What the task asks
Return the following data exactly, with all pictures left out.
START Excerpted records
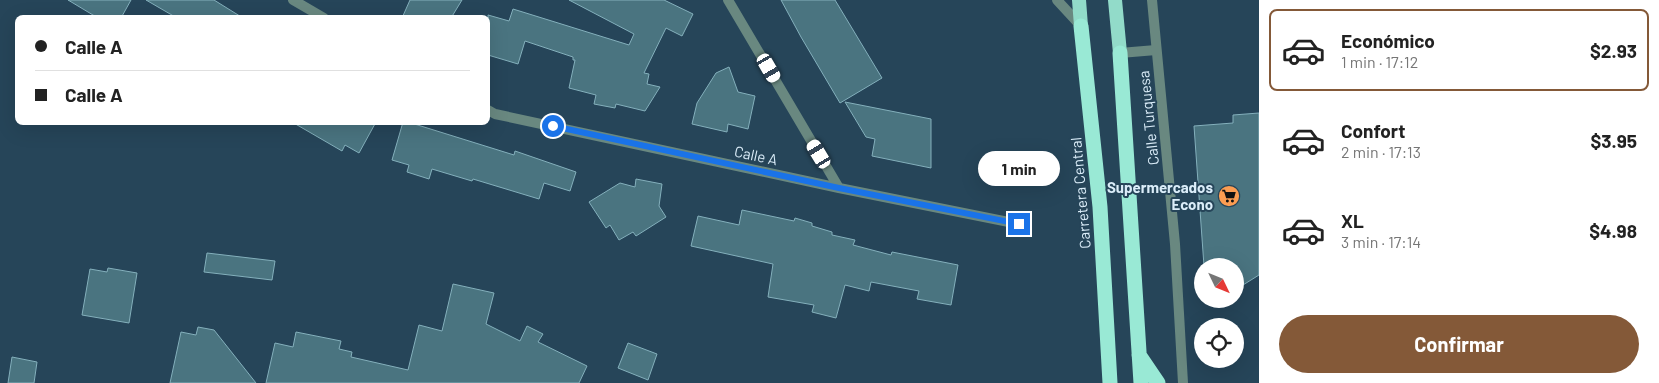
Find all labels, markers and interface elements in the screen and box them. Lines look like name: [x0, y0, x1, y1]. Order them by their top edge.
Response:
icon: car: [1281, 28, 1326, 73]
text: Económico: [1341, 29, 1435, 52]
text: Calle A: [65, 35, 123, 58]
text: $2.93: [1590, 39, 1637, 62]
car: [755, 51, 782, 85]
text: 1 min · 17:12: [1341, 52, 1418, 71]
street label: Calle Turquesa: [1134, 70, 1162, 166]
text: Calle A: [65, 83, 123, 106]
route start: [542, 115, 564, 137]
icon: car: [1281, 118, 1326, 163]
text: Confort: [1341, 119, 1405, 142]
text: $3.95: [1590, 129, 1637, 152]
street label: Carretera Central: [1066, 136, 1094, 250]
car: [804, 137, 833, 171]
street label: Calle A: [733, 142, 779, 168]
text: 2 min · 17:13: [1341, 142, 1421, 161]
callout: 1 min: [978, 152, 1060, 186]
text: 1 min: [1001, 159, 1037, 178]
place label: Supermercados Econo: [1107, 178, 1213, 213]
supermarket icon: Supermercados Econo: [1217, 184, 1241, 208]
icon: car: [1281, 208, 1326, 253]
text: XL: [1341, 209, 1364, 232]
route end: [1008, 213, 1030, 235]
text: $4.98: [1589, 219, 1637, 242]
text: 3 min · 17:14: [1341, 232, 1421, 251]
north arrow: [1194, 258, 1244, 308]
map controls: [1194, 258, 1244, 368]
button: Confirmar: [1279, 315, 1639, 373]
button: locate: [1194, 318, 1244, 368]

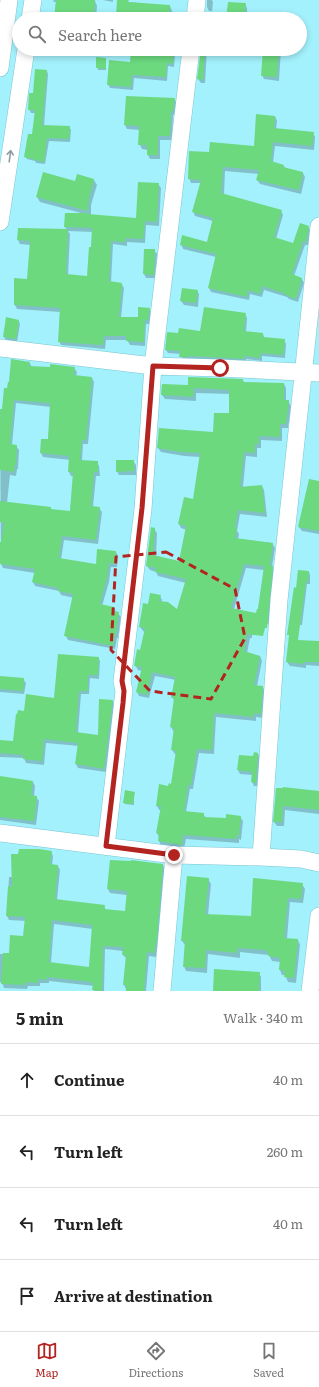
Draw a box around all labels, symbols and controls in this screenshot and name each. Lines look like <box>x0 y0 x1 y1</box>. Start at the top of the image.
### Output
search box <box>12 12 307 56</box>
icon: search <box>26 23 48 45</box>
text: Search here <box>58 23 142 46</box>
one-way arrow <box>6 150 14 163</box>
route start <box>211 359 229 377</box>
route end <box>165 846 183 864</box>
text: 5 min <box>16 1005 64 1030</box>
text: Walk · 340 m <box>223 1008 303 1027</box>
text: Continue <box>54 1068 124 1091</box>
icon: ahead <box>16 1069 38 1091</box>
text: 40 m <box>273 1070 303 1089</box>
text: Turn left <box>54 1140 123 1163</box>
icon: left <box>16 1141 38 1163</box>
text: 260 m <box>267 1142 303 1161</box>
text: Turn left <box>54 1212 123 1235</box>
icon: left <box>16 1213 38 1235</box>
text: 40 m <box>273 1214 303 1233</box>
text: Arrive at destination <box>54 1284 213 1307</box>
icon: arrive <box>16 1285 38 1307</box>
tab: Map <box>35 1340 58 1380</box>
tab: Directions <box>128 1340 183 1380</box>
tab: Saved <box>253 1340 284 1380</box>

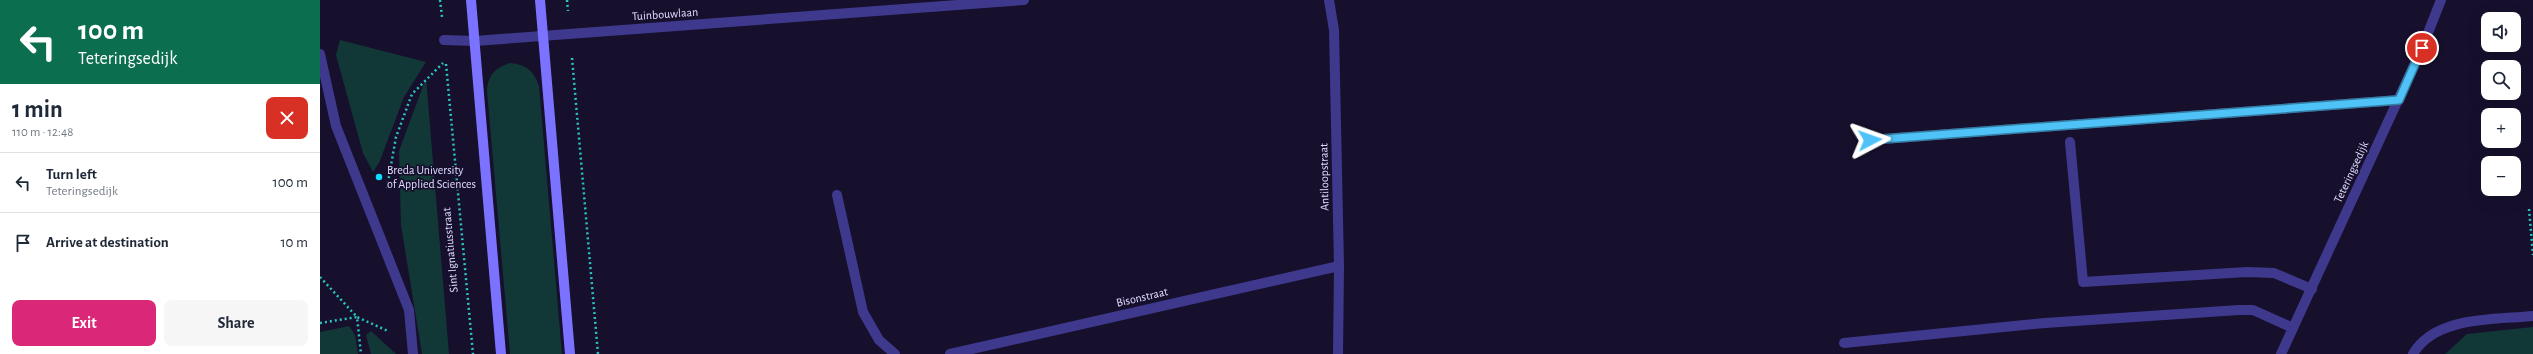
END Excerpted records
Exercise output
Find all labels, markers and interface elements in the screen and box them. Lines look like name: [x0, y0, x1, y1]. Order them by their top edge.
Response:
icon: car: [1281, 28, 1326, 73]
text: Económico: [1341, 29, 1435, 52]
text: Calle A: [65, 35, 123, 58]
text: $2.93: [1590, 39, 1637, 62]
car: [755, 51, 782, 85]
text: 1 min · 17:12: [1341, 52, 1418, 71]
street label: Calle Turquesa: [1134, 70, 1162, 166]
text: Calle A: [65, 83, 123, 106]
route start: [542, 115, 564, 137]
icon: car: [1281, 118, 1326, 163]
text: Confort: [1341, 119, 1405, 142]
text: $3.95: [1590, 129, 1637, 152]
street label: Carretera Central: [1066, 136, 1094, 250]
car: [804, 137, 833, 171]
street label: Calle A: [733, 142, 779, 168]
text: 2 min · 17:13: [1341, 142, 1421, 161]
callout: 1 min: [978, 152, 1060, 186]
text: 1 min: [1001, 159, 1037, 178]
place label: Supermercados Econo: [1107, 178, 1213, 213]
supermarket icon: Supermercados Econo: [1217, 184, 1241, 208]
icon: car: [1281, 208, 1326, 253]
text: XL: [1341, 209, 1364, 232]
route end: [1008, 213, 1030, 235]
text: $4.98: [1589, 219, 1637, 242]
text: 3 min · 17:14: [1341, 232, 1421, 251]
north arrow: [1194, 258, 1244, 308]
map controls: [1194, 258, 1244, 368]
button: Confirmar: [1279, 315, 1639, 373]
button: locate: [1194, 318, 1244, 368]

Draw a box around all labels, symbols and controls in this screenshot and name each. Lines look like <box>x0 y0 x1 y1</box>. Start at the top of the image.
### Output
search box <box>12 12 307 56</box>
icon: search <box>26 23 48 45</box>
text: Search here <box>58 23 142 46</box>
one-way arrow <box>6 150 14 163</box>
route start <box>211 359 229 377</box>
route end <box>165 846 183 864</box>
text: 5 min <box>16 1005 64 1030</box>
text: Walk · 340 m <box>223 1008 303 1027</box>
text: Continue <box>54 1068 124 1091</box>
icon: ahead <box>16 1069 38 1091</box>
text: 40 m <box>273 1070 303 1089</box>
text: Turn left <box>54 1140 123 1163</box>
icon: left <box>16 1141 38 1163</box>
text: 260 m <box>267 1142 303 1161</box>
text: Turn left <box>54 1212 123 1235</box>
icon: left <box>16 1213 38 1235</box>
text: 40 m <box>273 1214 303 1233</box>
text: Arrive at destination <box>54 1284 213 1307</box>
icon: arrive <box>16 1285 38 1307</box>
tab: Map <box>35 1340 58 1380</box>
tab: Directions <box>128 1340 183 1380</box>
tab: Saved <box>253 1340 284 1380</box>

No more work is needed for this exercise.